NASPI 2025: licenziati dal datore di lavoro ma senza disoccupazione, ecco quando
In effetti, la domanda del nostro lettore ci permette di approfondire un tema molto attuale che riguarda la Naspi e, di riflesso, coloro che desiderano sfruttarla per accedere in un secondo momento all’Anticipo Pensionistico Sociale, cioè l’Ape sociale.
Il nostro lettore, invece, ha interrotto l’ultimo contratto proprio a seguito di dimissioni. In tal caso, la Naspi non è dovuta e, di conseguenza, anche la possibilità di usufruire dell’Ape sociale salta. Infatti, la perdita del lavoro deve essere involontaria. Quindi, si ha diritto alla Naspi in caso di licenziamento (individuale o collettivo), di scadenza del contratto a termine, di risoluzione consensuale o perfino in caso di licenziamento disciplinare.
Oggi, però, una novità introdotta per limitare pratiche scorrette da parte di alcuni lavoratori e aziende rischia di danneggiare chi, come il nostro lettore, ha acconsentito a dare le dimissioni su richiesta del datore di lavoro.
I furbetti della Naspi, ecco quando c’è chi cerca di aggirare le regole
Parliamo di “furbetti della Naspi” quando ci riferiamo a situazioni in cui si aggirano le disposizioni sull’interruzione involontaria del rapporto di lavoro. Possono esserci le cosiddette dimissioni di comodo, date di comune accordo tra lavoratore e datore di lavoro con la promessa di una successiva riassunzione e relativo licenziamento, così da sbloccare il diritto alla Naspi, negato in caso di dimissioni volontarie. Oppure ci sono lavoratori che, stanchi della loro occupazione, cercano in tutti i modi di farsi licenziare per non perdere la Naspi.
Nel primo scenario, c’è una sorta di intesa: il datore di lavoro preferisce non procedere con un licenziamento diretto per non pagare un ticket licenziamento elevato, poiché più alta è l’anzianità del dipendente, più elevato è il costo dovuto all’INPS per finanziare la Naspi. Nel secondo caso, invece, è il lavoratore stesso a mettere in atto comportamenti che lo portano al licenziamento, pur di evitare le dimissioni e non perdere così l’indennità.

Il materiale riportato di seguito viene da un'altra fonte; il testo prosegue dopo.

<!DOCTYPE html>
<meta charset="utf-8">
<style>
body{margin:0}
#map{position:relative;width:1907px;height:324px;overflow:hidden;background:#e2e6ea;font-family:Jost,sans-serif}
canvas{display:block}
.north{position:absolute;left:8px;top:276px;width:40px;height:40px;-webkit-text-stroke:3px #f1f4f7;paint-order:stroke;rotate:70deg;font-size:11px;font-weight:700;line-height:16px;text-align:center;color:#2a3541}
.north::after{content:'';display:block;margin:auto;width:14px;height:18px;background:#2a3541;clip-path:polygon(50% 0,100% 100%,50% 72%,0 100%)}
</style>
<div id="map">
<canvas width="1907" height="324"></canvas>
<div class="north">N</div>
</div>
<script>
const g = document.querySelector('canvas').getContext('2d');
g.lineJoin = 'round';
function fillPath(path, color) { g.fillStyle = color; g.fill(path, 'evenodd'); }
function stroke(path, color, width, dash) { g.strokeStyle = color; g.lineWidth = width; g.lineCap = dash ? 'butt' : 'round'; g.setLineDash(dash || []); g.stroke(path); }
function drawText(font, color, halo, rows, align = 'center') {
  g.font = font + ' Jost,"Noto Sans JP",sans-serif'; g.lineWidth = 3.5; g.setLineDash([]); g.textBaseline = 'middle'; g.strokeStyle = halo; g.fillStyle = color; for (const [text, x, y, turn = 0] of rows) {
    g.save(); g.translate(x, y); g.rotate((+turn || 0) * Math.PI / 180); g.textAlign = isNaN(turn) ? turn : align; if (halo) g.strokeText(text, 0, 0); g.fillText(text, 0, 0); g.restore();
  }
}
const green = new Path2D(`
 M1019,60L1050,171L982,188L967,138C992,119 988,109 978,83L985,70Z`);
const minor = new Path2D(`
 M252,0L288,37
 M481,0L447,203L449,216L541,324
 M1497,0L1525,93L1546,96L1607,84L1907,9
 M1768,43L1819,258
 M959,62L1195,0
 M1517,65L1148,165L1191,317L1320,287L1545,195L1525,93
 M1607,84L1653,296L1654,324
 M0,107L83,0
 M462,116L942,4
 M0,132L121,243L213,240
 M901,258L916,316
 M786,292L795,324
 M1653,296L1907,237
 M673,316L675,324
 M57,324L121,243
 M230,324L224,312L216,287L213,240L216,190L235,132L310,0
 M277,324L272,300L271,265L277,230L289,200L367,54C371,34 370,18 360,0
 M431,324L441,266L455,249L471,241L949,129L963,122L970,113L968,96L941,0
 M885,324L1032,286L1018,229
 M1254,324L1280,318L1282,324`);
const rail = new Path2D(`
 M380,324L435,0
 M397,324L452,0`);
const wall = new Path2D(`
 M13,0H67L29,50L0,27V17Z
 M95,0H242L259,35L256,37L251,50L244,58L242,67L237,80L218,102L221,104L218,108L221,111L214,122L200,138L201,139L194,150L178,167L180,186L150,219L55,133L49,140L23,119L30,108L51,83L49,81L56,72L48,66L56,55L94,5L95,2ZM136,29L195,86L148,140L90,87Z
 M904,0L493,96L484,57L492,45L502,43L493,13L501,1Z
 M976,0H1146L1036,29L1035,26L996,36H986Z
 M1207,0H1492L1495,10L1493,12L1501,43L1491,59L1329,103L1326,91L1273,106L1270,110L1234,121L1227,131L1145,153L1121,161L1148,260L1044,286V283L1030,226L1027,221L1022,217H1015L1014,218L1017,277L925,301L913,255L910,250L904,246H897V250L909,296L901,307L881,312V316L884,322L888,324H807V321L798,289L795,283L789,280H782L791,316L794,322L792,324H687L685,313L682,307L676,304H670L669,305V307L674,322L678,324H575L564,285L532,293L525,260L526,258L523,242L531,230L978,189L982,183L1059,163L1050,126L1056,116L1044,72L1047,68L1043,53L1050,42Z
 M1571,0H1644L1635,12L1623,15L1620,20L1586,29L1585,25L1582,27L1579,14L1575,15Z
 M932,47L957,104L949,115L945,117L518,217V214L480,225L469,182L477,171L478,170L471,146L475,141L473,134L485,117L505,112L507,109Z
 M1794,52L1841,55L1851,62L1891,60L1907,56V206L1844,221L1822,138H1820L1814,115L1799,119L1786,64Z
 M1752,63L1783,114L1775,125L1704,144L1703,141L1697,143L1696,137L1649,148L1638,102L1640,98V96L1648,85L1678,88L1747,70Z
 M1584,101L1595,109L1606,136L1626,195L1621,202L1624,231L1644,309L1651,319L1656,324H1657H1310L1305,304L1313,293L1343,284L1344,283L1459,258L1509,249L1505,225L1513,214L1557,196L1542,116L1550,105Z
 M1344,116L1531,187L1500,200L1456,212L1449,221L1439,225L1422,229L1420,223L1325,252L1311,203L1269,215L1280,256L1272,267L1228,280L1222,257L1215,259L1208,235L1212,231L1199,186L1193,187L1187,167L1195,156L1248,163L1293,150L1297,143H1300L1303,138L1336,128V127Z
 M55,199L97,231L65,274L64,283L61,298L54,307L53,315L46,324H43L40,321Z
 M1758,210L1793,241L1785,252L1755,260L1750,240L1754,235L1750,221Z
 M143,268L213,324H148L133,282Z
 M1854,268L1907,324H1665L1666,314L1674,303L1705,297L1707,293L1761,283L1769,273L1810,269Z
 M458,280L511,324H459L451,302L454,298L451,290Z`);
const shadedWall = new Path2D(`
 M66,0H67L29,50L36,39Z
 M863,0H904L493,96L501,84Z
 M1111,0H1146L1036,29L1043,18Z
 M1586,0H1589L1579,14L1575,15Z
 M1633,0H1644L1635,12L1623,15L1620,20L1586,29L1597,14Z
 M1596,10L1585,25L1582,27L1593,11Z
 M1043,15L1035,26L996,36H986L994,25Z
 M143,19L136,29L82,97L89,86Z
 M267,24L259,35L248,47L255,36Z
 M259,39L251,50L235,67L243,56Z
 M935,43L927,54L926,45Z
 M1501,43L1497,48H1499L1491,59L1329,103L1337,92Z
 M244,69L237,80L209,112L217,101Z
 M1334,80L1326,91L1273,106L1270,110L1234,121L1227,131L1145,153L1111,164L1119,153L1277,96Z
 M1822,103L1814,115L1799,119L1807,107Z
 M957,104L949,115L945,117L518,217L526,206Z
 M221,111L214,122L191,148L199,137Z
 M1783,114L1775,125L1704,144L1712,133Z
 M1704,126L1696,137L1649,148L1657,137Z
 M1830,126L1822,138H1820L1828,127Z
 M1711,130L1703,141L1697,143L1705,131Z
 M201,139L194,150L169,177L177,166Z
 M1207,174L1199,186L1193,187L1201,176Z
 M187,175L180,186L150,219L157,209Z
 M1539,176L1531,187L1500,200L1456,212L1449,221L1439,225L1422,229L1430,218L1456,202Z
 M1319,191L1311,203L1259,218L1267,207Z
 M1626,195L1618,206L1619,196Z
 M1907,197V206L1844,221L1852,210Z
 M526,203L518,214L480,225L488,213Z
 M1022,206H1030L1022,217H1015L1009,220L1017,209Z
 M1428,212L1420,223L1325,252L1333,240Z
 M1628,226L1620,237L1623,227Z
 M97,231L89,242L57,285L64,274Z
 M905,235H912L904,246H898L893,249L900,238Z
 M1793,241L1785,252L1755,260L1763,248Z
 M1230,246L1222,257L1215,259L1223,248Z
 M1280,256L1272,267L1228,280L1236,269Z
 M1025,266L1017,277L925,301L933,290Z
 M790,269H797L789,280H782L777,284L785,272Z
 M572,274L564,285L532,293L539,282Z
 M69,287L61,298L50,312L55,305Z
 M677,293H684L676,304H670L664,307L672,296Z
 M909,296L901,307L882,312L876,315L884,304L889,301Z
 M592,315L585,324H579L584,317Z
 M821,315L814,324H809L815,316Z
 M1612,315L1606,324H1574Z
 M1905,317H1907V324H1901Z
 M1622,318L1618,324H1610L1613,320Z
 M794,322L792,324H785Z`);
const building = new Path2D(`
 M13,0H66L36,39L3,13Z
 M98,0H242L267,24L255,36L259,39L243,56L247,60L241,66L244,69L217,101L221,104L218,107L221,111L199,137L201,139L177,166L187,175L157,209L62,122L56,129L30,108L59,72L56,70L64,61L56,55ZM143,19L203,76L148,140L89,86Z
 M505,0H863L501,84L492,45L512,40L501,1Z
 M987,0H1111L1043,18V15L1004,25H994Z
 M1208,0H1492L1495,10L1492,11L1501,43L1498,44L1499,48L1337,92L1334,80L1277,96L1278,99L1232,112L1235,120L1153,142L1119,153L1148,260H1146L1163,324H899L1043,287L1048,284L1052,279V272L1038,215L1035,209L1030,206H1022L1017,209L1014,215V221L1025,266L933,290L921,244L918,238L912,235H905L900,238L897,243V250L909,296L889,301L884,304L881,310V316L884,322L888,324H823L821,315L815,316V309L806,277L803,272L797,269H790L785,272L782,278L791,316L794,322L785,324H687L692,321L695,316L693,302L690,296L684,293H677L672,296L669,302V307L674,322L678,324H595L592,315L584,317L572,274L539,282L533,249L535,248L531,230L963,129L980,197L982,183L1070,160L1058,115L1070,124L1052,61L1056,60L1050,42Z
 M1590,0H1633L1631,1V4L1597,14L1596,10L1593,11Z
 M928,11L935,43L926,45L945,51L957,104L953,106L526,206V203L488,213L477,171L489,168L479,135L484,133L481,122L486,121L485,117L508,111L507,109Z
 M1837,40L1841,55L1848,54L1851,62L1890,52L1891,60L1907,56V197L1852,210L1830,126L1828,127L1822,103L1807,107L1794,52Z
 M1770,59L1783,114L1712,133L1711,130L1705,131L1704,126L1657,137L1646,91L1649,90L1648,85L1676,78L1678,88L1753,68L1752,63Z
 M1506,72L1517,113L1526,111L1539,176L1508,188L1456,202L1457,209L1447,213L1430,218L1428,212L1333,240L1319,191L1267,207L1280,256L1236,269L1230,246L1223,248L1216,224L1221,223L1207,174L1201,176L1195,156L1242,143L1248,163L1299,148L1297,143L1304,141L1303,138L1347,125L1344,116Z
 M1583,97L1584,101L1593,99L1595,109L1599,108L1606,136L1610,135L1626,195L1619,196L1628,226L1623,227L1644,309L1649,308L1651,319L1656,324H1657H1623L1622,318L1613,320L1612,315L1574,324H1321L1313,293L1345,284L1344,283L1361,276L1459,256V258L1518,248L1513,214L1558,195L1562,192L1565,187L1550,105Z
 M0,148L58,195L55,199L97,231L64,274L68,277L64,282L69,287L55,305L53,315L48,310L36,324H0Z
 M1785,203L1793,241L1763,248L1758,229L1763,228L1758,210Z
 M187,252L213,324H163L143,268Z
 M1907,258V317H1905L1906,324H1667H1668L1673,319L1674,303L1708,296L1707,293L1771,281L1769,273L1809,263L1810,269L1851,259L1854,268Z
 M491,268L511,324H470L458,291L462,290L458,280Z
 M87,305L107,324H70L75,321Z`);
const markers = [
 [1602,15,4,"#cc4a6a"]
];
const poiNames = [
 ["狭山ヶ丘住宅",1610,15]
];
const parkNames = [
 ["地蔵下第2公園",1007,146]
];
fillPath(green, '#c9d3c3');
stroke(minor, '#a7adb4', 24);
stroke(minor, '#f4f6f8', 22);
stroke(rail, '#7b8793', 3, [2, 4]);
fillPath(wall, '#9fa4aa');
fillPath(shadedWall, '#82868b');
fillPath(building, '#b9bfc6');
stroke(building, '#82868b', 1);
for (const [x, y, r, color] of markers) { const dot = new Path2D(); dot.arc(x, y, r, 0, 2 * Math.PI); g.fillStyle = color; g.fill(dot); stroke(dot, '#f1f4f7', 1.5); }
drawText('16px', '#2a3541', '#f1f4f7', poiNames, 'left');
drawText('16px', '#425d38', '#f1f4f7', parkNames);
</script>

La stretta del 2025, addio Naspi in questi casi
La novità del momento riguarda soprattutto quei lavoratori che si fanno licenziare di proposito. In pratica, anche chi subisce un licenziamento potrebbe non aver più diritto alla Naspi se la separazione dal lavoro avviene per giusta causa dovuta, per esempio, a continue assenze ingiustificate. In questo caso, il licenziamento viene considerato alla stregua di dimissioni, facendo così decadere il diritto alla Naspi.
Lo stesso discorso vale per chi presenta dimissioni volontarie, trova un nuovo lavoro (magari a tempo determinato) e viene poi licenziato nuovamente prima di aver raggiunto almeno 13 settimane di attività lavorativa. In queste circostanze, la persona rischia di perdere il diritto alla Naspi. Prima della recente stretta, la durata del secondo impiego non influiva su tale diritto, mentre adesso diventa un requisito essenziale.
Anche l’Ape sociale a rischio per le politiche anti furbetti della disoccupazione da Naspi
A prescindere dalle valutazioni su queste politiche anti furbetti, è evidente che tale stretta potrà colpire anche chi furbetto non è, ma che si trova a perdere il lavoro involontariamente dopo un breve contratto. Questo scenario ha ripercussioni notevoli anche sull’Ape sociale, poiché la misura è strettamente collegata alla Naspi.
Per accedere all’Anticipo pensionistico sociale, occorre aver maturato il diritto alla Naspi e percepirla integralmente prima di fare domanda. Anche se alcuni Tribunali hanno cercato di separare la Naspi dall’Ape sociale, la regola generale stabilisce che chi si dimette volontariamente resta escluso dalla possibilità di accedere alla pensione con l’Anticipo pensionistico sociale.